India’s Polar Satellite Launch Vehicle lifts off from the Indian east coast with three Singaporean satellites. Credit: ISRO
Three Singaporean satellites lifted off Thursday on an Indian Polar Satellite Launch Vehicle and rocketed into an orbit more than 350 miles above Earth to begin missions supporting military surveillance, technology demonstrations, and solar research.
The Polar Satellite Launch Vehicle, or PSLV, climbed away from its firing stand on India’s east coast at 8:32 a.m.

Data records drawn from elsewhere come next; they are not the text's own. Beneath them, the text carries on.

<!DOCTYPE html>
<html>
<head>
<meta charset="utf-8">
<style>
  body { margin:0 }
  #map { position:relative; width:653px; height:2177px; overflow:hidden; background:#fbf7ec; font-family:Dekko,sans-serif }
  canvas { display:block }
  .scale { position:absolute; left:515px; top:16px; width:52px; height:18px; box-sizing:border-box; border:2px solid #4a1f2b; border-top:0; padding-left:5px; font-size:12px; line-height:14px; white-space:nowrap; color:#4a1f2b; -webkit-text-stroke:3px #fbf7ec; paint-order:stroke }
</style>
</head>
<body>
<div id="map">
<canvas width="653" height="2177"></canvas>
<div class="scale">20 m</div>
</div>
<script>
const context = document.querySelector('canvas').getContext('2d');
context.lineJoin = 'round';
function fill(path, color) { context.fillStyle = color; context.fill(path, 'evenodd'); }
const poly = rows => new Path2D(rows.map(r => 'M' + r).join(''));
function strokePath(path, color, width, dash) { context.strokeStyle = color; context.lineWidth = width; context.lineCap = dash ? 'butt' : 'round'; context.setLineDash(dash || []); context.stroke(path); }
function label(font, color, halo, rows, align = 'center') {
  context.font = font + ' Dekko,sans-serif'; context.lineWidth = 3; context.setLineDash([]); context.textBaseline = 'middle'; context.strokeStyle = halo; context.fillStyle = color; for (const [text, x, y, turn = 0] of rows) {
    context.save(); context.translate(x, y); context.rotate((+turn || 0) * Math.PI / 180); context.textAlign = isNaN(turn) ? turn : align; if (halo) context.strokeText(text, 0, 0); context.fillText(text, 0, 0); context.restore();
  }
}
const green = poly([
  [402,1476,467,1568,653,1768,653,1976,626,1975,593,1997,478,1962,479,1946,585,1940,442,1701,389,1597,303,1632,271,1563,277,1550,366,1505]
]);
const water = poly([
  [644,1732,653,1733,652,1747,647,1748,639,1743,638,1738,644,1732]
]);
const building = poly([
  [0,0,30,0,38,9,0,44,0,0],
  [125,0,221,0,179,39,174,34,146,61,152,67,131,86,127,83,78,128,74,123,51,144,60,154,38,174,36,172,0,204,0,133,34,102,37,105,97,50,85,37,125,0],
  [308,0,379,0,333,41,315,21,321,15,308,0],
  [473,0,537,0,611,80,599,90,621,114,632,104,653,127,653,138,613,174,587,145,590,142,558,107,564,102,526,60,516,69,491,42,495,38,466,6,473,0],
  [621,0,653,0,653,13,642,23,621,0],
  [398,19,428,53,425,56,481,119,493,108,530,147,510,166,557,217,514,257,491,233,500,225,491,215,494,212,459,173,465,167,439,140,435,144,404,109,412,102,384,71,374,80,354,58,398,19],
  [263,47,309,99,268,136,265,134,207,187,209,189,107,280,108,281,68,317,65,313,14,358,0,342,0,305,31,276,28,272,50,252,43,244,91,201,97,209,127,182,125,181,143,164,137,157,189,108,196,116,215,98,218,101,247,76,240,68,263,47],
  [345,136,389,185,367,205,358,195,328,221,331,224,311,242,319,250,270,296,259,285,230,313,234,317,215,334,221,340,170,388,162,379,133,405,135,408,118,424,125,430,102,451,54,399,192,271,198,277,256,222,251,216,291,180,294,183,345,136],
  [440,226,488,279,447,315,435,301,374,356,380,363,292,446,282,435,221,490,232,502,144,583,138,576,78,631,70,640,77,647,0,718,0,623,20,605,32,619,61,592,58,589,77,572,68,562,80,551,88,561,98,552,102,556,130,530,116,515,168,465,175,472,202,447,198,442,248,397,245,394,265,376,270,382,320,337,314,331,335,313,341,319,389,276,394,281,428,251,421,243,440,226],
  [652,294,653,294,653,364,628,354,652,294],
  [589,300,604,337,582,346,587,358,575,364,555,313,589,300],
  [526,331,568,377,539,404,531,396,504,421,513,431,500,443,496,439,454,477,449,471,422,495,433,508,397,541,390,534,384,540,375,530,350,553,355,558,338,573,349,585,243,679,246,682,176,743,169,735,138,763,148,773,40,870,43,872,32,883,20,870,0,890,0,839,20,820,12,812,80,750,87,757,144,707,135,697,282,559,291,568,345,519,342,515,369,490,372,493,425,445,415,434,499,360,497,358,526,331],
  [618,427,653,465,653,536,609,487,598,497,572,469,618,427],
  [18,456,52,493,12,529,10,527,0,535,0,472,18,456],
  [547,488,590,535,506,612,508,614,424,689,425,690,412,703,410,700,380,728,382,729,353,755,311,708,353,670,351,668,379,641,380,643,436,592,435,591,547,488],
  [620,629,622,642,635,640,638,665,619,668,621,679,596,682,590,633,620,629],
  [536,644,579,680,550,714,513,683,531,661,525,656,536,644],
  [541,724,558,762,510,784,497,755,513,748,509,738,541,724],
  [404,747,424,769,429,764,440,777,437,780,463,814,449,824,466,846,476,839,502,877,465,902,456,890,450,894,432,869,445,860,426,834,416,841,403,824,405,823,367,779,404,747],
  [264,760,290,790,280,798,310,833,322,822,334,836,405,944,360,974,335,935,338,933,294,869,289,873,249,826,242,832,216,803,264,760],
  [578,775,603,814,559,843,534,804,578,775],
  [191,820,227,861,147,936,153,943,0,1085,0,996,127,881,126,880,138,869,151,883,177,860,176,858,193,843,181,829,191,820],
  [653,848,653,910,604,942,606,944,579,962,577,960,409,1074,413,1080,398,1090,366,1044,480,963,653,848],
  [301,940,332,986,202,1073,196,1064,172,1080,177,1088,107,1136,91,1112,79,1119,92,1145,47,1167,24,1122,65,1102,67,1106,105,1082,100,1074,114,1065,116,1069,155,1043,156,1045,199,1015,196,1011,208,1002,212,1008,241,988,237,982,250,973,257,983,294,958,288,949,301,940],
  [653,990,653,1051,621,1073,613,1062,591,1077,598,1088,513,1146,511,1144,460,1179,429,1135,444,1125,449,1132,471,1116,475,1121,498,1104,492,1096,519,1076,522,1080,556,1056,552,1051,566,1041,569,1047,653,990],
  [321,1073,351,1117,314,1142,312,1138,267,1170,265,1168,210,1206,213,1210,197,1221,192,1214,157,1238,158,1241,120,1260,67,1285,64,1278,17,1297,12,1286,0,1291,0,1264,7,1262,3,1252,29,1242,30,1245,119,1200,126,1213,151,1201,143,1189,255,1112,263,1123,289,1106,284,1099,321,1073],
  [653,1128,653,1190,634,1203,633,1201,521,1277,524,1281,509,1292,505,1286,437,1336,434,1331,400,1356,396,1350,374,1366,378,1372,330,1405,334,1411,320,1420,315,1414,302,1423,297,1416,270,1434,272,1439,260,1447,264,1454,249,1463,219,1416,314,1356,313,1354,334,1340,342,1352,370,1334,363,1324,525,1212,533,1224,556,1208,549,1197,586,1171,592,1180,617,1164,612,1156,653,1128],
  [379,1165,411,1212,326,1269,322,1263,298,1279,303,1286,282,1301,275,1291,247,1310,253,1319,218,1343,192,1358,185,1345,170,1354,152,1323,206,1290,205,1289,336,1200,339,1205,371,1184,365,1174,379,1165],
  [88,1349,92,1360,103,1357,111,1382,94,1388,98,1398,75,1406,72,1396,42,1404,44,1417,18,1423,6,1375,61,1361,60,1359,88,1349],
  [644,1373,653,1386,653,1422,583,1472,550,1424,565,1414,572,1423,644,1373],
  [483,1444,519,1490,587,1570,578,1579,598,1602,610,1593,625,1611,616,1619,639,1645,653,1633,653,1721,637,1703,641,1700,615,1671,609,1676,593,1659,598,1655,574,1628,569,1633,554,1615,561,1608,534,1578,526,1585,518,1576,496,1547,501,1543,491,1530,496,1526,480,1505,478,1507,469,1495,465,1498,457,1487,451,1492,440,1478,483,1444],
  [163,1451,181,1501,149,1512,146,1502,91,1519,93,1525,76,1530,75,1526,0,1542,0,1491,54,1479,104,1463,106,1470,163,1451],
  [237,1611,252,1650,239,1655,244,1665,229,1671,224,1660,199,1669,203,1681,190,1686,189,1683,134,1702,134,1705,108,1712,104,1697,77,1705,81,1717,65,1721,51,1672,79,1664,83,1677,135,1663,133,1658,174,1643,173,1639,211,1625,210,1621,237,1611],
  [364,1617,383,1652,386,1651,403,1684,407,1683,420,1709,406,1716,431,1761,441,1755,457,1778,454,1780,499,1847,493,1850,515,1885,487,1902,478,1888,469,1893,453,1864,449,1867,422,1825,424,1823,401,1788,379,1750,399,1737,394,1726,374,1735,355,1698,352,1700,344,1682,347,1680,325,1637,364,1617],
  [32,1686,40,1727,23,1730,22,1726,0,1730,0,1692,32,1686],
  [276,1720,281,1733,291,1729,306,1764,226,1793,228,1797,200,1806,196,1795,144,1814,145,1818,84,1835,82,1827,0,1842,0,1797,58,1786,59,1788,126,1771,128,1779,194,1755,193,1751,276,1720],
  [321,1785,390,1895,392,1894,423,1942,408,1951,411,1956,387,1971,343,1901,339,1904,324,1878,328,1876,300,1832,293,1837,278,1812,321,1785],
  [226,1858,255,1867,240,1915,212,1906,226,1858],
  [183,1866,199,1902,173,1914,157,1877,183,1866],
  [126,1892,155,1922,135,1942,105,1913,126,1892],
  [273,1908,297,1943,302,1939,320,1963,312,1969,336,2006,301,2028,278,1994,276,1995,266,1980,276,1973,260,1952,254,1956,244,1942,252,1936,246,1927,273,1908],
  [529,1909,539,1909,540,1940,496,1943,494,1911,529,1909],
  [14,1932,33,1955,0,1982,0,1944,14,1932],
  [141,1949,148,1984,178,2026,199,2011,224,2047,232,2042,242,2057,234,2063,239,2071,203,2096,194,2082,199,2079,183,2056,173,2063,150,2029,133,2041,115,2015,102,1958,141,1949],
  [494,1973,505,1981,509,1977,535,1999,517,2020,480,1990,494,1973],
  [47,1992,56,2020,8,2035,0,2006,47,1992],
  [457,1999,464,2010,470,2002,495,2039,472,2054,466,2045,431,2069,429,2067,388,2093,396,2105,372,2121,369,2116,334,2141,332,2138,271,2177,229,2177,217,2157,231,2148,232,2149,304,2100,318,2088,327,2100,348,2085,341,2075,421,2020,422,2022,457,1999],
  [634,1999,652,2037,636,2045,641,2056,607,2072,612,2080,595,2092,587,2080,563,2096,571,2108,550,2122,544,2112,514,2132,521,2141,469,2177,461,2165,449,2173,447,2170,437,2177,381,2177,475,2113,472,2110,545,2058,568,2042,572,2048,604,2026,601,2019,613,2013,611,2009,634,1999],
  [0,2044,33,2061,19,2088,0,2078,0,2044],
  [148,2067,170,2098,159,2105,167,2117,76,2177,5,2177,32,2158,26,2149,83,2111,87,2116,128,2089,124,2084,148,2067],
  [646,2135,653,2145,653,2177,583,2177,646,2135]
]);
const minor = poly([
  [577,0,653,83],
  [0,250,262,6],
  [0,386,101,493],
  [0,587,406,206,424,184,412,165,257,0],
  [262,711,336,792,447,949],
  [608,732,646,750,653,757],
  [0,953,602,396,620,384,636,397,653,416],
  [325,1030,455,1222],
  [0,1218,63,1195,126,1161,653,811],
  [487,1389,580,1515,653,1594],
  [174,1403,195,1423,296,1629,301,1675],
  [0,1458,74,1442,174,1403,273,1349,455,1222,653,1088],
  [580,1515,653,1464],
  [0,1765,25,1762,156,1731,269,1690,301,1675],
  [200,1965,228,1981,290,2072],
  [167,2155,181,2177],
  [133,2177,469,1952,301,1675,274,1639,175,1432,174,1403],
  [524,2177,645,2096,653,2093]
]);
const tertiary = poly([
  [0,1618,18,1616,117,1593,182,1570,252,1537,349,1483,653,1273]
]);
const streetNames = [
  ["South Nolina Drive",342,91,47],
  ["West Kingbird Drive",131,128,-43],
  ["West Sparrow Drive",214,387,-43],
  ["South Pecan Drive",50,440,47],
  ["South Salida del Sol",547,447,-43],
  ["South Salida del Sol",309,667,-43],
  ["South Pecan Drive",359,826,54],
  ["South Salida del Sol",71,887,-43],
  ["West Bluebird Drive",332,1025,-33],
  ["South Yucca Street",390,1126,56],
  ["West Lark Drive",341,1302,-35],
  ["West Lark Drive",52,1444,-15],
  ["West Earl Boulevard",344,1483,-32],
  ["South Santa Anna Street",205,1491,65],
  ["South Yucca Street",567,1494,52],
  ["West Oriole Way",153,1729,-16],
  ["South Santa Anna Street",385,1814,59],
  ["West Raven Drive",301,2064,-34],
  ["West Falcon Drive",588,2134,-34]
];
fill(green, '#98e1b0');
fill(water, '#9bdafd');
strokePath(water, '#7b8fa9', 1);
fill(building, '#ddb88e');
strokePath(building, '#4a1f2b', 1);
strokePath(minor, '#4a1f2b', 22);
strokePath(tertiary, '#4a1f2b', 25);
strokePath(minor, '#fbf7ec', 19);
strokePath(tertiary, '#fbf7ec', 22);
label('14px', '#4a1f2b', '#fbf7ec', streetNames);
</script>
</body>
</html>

EDT (1232 GMT) Thursday with more than a million pounds of thrust from its solid-fueled core stage.
The Indian launcher flew in its “Core Alone” configuration without any strap-on solid rocket boosters, sending the three Singaporean payloads into a 354-mile-high (570-kilometer) orbit inclined 10 degrees to the equator.
“All of the satellites were placed in the right orbit,” said S. Somanath, chairman of the Indian Space Research Organization, India’s space agency.
The primary payload on the mission was the DS-EO satellite, a high-resolution Earth-imaging spacecraft developed by ST Engineering and Singapore’s Defense Science and Technology Agency, the acquisitions and systems development division for the Singapore Armed Forces.